Saved data entries:
━━━━━━
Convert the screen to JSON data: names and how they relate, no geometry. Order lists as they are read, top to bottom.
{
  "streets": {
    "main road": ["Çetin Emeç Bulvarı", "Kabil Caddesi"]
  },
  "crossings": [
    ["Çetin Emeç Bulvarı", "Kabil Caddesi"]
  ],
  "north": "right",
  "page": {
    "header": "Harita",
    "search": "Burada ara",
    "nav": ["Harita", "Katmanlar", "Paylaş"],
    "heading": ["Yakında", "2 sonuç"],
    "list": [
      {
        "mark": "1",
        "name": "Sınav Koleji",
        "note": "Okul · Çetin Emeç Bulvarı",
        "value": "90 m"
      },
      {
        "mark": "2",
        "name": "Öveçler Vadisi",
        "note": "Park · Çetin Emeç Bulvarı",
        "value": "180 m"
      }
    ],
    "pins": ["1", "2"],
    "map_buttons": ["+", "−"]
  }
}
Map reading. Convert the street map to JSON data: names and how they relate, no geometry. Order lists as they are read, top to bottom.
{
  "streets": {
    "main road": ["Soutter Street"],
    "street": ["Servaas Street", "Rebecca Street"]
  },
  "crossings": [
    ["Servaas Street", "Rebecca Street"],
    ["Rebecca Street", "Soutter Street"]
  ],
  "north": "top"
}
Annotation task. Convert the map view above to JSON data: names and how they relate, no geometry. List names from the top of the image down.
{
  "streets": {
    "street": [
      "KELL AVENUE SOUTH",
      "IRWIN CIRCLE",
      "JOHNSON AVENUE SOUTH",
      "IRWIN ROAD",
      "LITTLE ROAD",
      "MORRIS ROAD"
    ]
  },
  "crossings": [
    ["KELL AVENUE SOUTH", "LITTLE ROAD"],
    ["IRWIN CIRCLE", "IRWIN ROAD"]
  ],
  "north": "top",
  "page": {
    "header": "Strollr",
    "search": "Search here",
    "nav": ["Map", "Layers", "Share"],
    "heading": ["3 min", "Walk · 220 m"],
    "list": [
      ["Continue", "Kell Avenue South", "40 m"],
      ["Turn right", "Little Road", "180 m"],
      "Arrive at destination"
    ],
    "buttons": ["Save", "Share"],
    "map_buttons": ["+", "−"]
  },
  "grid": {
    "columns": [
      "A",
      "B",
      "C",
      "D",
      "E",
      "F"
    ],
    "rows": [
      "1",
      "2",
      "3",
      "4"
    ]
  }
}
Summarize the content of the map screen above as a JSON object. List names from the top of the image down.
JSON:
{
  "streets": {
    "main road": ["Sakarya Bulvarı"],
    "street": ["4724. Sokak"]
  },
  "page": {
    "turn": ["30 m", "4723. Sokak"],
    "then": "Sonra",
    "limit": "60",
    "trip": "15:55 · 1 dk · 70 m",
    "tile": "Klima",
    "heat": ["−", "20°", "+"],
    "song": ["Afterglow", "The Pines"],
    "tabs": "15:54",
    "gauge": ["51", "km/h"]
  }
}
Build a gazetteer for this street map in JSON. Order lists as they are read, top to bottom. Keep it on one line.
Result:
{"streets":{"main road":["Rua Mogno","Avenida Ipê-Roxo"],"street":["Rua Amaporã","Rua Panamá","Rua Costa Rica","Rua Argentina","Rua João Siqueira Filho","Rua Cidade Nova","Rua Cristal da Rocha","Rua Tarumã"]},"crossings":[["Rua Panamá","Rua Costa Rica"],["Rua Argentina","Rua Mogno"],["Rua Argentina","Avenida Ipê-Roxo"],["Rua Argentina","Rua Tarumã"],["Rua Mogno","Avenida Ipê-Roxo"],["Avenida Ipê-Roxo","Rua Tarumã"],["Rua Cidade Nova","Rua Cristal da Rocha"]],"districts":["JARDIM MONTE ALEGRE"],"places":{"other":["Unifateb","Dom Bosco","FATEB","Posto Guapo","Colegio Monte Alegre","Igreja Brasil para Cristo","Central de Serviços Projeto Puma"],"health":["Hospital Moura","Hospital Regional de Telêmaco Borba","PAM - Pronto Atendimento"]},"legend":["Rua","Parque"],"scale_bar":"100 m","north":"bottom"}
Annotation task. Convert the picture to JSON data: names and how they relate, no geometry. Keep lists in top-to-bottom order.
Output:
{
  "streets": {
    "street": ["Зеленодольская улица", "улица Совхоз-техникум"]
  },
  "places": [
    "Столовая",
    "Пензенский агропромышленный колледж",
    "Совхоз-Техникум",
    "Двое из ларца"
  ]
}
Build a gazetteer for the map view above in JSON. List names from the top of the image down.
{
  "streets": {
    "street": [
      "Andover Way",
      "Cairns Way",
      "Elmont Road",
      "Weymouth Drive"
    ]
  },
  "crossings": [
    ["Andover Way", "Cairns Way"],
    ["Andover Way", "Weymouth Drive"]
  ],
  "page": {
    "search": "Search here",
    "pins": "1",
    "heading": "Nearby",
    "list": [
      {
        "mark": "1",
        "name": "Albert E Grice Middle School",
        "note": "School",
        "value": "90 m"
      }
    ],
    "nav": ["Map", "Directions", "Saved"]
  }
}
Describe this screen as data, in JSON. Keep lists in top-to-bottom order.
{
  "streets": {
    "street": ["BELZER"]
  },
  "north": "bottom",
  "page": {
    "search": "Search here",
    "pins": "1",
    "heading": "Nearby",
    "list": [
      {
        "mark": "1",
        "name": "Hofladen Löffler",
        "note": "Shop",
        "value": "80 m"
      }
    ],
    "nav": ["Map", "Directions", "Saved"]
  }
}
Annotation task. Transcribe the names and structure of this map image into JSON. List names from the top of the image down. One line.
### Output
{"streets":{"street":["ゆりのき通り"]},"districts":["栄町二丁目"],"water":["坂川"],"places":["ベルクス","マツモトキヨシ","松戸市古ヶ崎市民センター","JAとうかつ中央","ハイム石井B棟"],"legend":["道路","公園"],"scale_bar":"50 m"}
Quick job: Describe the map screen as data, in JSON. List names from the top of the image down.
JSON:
━━━━━━
* [Directions for this task] Looking at the entries above, can you reproduce exactly the lines from the one that holds "Annotation task. Convert the map" through the one that holds "Summarize the content", and only those?

* [Written answer]
Annotation task. Convert the map view above to JSON data: names and how they relate, no geometry. List names from the top of the image down.
{
  "streets": {
    "street": [
      "KELL AVENUE SOUTH",
      "IRWIN CIRCLE",
      "JOHNSON AVENUE SOUTH",
      "IRWIN ROAD",
      "LITTLE ROAD",
      "MORRIS ROAD"
    ]
  },
  "crossings": [
    ["KELL AVENUE SOUTH", "LITTLE ROAD"],
    ["IRWIN CIRCLE", "IRWIN ROAD"]
  ],
  "north": "top",
  "page": {
    "header": "Strollr",
    "search": "Search here",
    "nav": ["Map", "Layers", "Share"],
    "heading": ["3 min", "Walk · 220 m"],
    "list": [
      ["Continue", "Kell Avenue South", "40 m"],
      ["Turn right", "Little Road", "180 m"],
      "Arrive at destination"
    ],
    "buttons": ["Save", "Share"],
    "map_buttons": ["+", "−"]
  },
  "grid": {
    "columns": [
      "A",
      "B",
      "C",
      "D",
      "E",
      "F"
    ],
    "rows": [
      "1",
      "2",
      "3",
      "4"
    ]
  }
}
Summarize the content of the map screen above as a JSON object. List names from the top of the image down.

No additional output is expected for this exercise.